- Directed by: Shamin Nizam
- Screenplay by: Shamin Nizam
- Starring: Ravee Farooq Aisha Ali Nathasha Jaleel
- Cinematography: Shahaain Ali
- Edited by: Shamin Nizam
- Production company: Madhoship
- Distributed by: YouTube
- Release date: December 4, 2020;
- Running time: 18 minutes (Part 1) 14 minutes (Part 2) 19 minutes (Part 3)
- Country: Maldives
- Language: Dhivehi

= Thadhu =

Thadhu is a Maldivian three-part short film series developed by Madhoship Studio with regard to COVID-19 pandemic. The film is written and directed by Shamin Nizam. It narrates the consequences of the outbreak and perception of lockdown and new-normal in Male' City, through the eyes of three people. The project was developed in association with Health Emergency Operation Center, UNICEF and Health Protection Agency.

==Premises==
===Ahmed===
Ahmed Ibrahim (Ravee Farooq) and Aisha (Aishath Rishmy), are an unhappy married couple on the verge of separation. The couple manages to save their marriage from the brink of divorce, as they slowly become attached to each other during the lockdown period. Ahmed tests positive to COVID-19 from random sampling. As he is taken to isolation, contract tracing from his case commences, where sample is taken from his mother, father and younger sister, Ameema (Aisha Ali).

===Amee===
Ameema starts having panic attacks after the news of COVID-19 outbreak. As symptoms start developing, her mother (Mariyam Haleem) is taken into the quarantine facility located in Hulhumale' which worsen Ameema's situation. The whole family becomes worried about their mother, with no news and updates from the concerned authorities.

===Dr. Nathasha===
Dr. Nathasha (Nathasha Jaleel), is a hardworking frontline officer working her dream job in spite of all the barriers. Nathasha gets transferred to the Hulhumale' Medical Facility, where Ahmed's mother is quarantined. As Ahmed's mother suffers from lack of oxygen, her life becomes dependent on a medical ventilator. Despite the best effort from the doctors, she dies from the disease. Dr. Nathasha conveys the unfortunate news to the family. Ahmed blames himself for the demise of his mother, while the whole family becomes disoriented.

==Cast and characters==
- Ravee Farooq as Ahmed Ibrahim
- Aishath Rishmy as Aisha; Ahmed's wife
- Sara Shuaib as Sara; Ahmed and Aisha's daughter
- Mariyam Haleem as Ahmed and Ameema's mother
- Ali Farooqq as Ahmed and Ameema's father
- Aisha Ali as Ameema; the younger sister of Ahmed
- Nathasha Jaleel as Dr. Nathasha
- Ahmed Asim as Yoosuf; the supportive husband of Dr. Nathasha

==Soundtrack==

Track listing
| No. | Title | Singer(s) | Length |
|---|---|---|---|
| 1. | "Kaamiyaab" | Achecia |  |
| 2. | "Shakuvaa" | Affaf Shakir |  |

==Release and reception==
Pre-screening of the film was organized on 3 December 2020 for dedicated staff working in the frontline. The short film series was released on 4 December 2020 in YouTube which was later made available for streaming through Baiskoafu.

Upon release, the film received positive reviews from critics. Ifraz Ali from Dho? picked the film as year's best released project while particularly praising the cinematography by Shahaain Ali and back music.

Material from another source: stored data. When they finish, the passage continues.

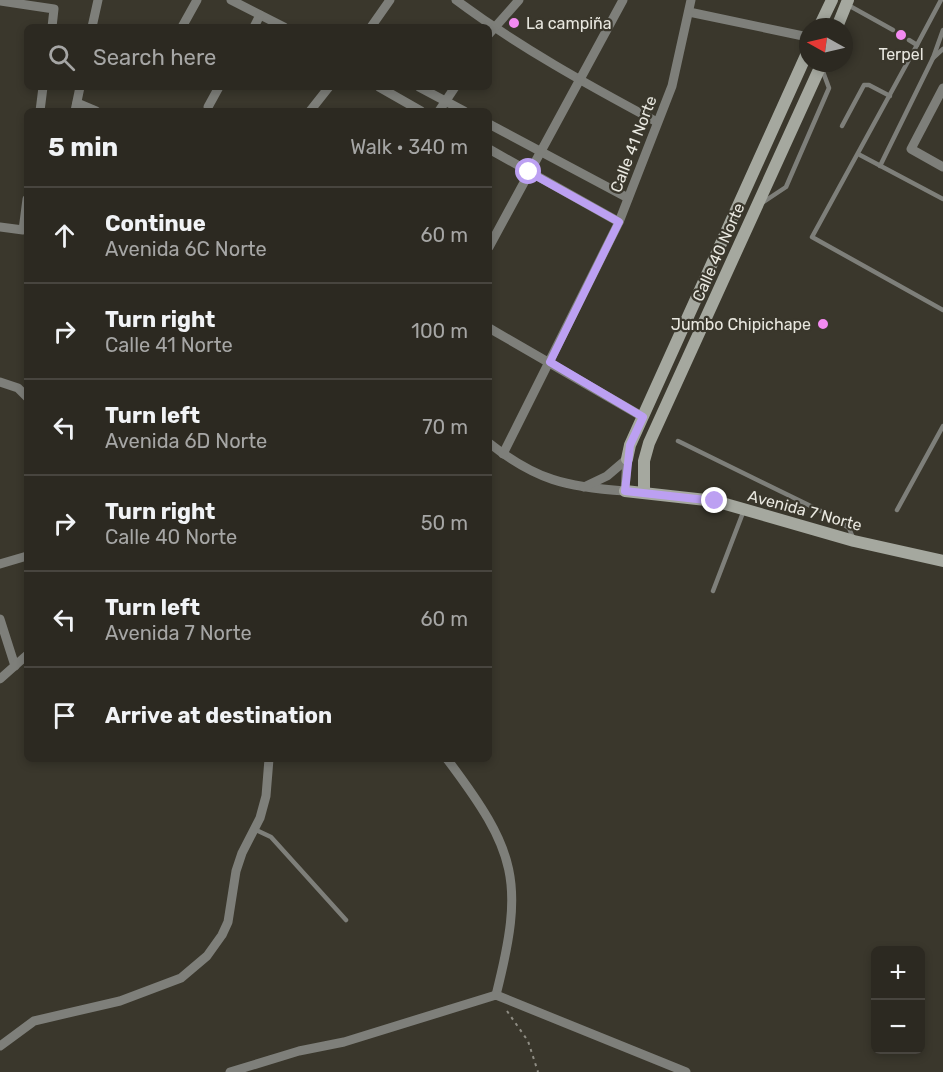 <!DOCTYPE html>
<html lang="en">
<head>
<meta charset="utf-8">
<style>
  body { margin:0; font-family:Rubik,sans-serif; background:#34312a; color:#f1f3f6 }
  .controls { position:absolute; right:18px; bottom:18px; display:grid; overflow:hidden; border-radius:9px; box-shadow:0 3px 9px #0003 }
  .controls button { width:54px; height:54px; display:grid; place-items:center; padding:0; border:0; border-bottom:2px solid #48453f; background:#2c2921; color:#f1f3f6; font:30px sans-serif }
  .compass { position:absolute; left:799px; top:18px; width:54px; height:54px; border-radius:50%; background:#2c2921; box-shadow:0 3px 9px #0003; rotate:278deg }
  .stop { position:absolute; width:18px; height:18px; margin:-14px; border:4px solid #bca0f2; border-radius:50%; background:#fff }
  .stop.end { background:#bca0f2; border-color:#fff; box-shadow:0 2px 6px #0008 }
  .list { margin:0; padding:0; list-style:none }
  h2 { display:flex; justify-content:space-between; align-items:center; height:78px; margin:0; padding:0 24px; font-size:26px }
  h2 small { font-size:20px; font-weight:400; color:#a6a6a5 }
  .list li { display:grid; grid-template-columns:39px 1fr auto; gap:18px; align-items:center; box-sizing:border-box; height:96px; padding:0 24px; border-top:2px solid #48453f }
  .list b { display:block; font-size:22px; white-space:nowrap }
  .list p { margin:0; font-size:20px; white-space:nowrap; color:#a6a6a5 }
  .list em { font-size:20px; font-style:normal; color:#a6a6a5 }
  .icon { flex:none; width:33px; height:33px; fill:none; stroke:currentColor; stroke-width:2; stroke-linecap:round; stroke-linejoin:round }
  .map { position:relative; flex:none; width:943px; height:1072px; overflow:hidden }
  .search { position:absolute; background:#2c2921; box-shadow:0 3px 9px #0003; left:24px; top:24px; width:468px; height:66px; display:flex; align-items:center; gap:15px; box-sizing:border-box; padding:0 21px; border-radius:9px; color:#a6a6a5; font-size:22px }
  .panel { position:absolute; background:#2c2921; box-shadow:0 3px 9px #0003; left:24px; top:108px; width:468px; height:654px; border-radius:9px }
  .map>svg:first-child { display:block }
</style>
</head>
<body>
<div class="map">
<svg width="943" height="1072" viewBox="0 0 943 1072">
  <rect width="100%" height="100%" fill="#3a372c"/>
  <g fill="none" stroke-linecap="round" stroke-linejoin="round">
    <!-- path -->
    <path stroke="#8f8d84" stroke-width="2" stroke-dasharray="3 4.5" stroke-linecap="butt" d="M507 1011 528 1041 538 1072"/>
    <!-- lane -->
    <g stroke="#7e7f7a" stroke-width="4.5">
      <path d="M848 5 893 30"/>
      <path d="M909 40 917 45 941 0"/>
      <path d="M917 45 812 237 943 310"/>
      <path d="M933 58 943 49"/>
      <path d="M842 126 864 85H869L890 96"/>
      <path d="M860 155 943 199"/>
      <path d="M880 166 933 58 943 30"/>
      <path d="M762 203 786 187 829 88 822 69"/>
      <path d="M678 441 829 515 849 528 853 538"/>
      <path d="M897 510 943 426"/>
      <path d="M713 591 744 510"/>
      <path d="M254 829 271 837 346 920"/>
    </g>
    <!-- street -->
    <g stroke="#7e7f7a" stroke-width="9">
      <path d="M231 0 284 27"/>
      <path d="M456 0C519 47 588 85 657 122"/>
      <path d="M0 1 54 9 52 27"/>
      <path d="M689 12 808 37"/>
      <path d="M92 27 98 0"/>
      <path d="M182 27 197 0"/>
      <path d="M254 27 260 15"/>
      <path d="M371 27 390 0"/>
      <path d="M489 34 519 0"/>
      <path d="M379 87 421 111"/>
      <path d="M419 87 464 111"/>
      <path d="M943 88 911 149 943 167"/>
      <path d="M77 103 96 111"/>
      <path d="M208 107 219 87"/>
      <path d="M40 111 43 87"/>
      <path d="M75 111 80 87"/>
      <path d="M310 111 329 87"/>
      <path d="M439 111 455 87"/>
      <path d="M489 124 628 198"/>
      <path d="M489 149 619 222"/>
      <path d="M0 227 23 230 27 199"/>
      <path d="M489 247 623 0"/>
      <path d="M489 328 643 417"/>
      <path d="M0 382 18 388 27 397"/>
      <path d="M489 443C536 480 566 487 625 491L627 459"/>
      <path d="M503 454 619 222 672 86 691 0"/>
      <path d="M584 487 607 476 627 459"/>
      <path d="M0 564 27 556"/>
      <path d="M0 619 15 666"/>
      <path d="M0 679 27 655"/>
      <path d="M447 759C517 852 525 881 496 995"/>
      <path d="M0 1046 34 1021 120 1001 181 978 207 956 222 935 228 922 236 871 242 853 260 818 266 796 269 759"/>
      <path d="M230 1072 299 1051 344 1042 496 995 686 1072"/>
    </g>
    <!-- secondary -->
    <g stroke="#a5a89f" stroke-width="12">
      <path d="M819 27 832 0"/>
      <path d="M837 27 848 0"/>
      <path d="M627 459 630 445 808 51"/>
      <path d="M625 491 715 501 854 541 943 561"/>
      <path d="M644 491V461L649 443 822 63"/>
    </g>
  </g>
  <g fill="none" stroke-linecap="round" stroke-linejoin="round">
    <!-- route -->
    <path stroke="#bca0f2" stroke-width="8" d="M529 172 619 222 550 362 643 417 630 445 625 491 715 501"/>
  </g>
  <!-- markers -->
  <g fill="#f38af1" stroke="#3a372c" stroke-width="2">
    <circle cx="514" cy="23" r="6"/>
    <circle cx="901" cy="35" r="6"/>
    <circle cx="823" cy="324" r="6"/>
  </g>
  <g text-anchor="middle" stroke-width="4.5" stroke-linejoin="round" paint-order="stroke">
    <!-- poi labels -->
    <g font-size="16" fill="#e9e8e0" stroke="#3a372c" text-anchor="start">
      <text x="526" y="29">La campiña</text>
      <text x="901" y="60" text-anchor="middle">Terpel</text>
      <text x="811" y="330" text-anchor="end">Jumbo Chipichape</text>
    </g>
    <!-- street labels -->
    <g font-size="16" fill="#e9e8e0" stroke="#3a372c">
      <text transform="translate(633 144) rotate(-69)" y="6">Calle 41 Norte</text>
      <text transform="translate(718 252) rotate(-66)" y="6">Calle 40 Norte</text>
      <text transform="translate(805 510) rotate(15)" y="6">Avenida 7 Norte</text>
    </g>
  </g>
</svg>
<div class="controls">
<button>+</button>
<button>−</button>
</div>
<svg class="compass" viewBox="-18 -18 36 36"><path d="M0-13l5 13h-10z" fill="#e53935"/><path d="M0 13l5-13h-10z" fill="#a6a6a5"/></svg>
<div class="stop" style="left:529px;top:172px"></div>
<div class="stop end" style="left:715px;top:501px"></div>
<div class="search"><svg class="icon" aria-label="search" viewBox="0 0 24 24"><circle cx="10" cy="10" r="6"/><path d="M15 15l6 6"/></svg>Search here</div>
<section class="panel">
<h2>5 min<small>Walk · 340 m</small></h2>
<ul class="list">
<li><svg class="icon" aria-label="ahead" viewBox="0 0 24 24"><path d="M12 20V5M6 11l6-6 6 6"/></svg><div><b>Continue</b><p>Avenida 6C Norte</p></div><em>60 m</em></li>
<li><svg class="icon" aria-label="right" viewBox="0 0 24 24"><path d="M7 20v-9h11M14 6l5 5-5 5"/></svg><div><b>Turn right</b><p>Calle 41 Norte</p></div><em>100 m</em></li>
<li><svg class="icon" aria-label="left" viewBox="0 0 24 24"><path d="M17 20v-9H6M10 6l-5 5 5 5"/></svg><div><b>Turn left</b><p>Avenida 6D Norte</p></div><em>70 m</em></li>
<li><svg class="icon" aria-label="right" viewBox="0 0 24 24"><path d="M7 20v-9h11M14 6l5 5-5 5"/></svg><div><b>Turn right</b><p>Calle 40 Norte</p></div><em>50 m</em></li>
<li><svg class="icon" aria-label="left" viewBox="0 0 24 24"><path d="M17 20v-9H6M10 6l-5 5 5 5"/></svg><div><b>Turn left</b><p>Avenida 7 Norte</p></div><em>60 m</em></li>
<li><svg class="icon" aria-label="arrive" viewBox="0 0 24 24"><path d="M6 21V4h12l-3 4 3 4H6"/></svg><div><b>Arrive at destination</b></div></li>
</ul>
</section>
</div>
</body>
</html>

Impressed with the performance by Ravee Farooq and Aishath Rishmy, Ifraz noted all the actors did full justice to their characters, though "dialogue delivery of Aisha Ali needs to be improved". Aishath Eeman from Avas calling the film "a relief to the pain of COVID" was equally impressed with the performance by Ravee and Rishmy while also highlighting the "spectacular work in combining each part in the screenplay".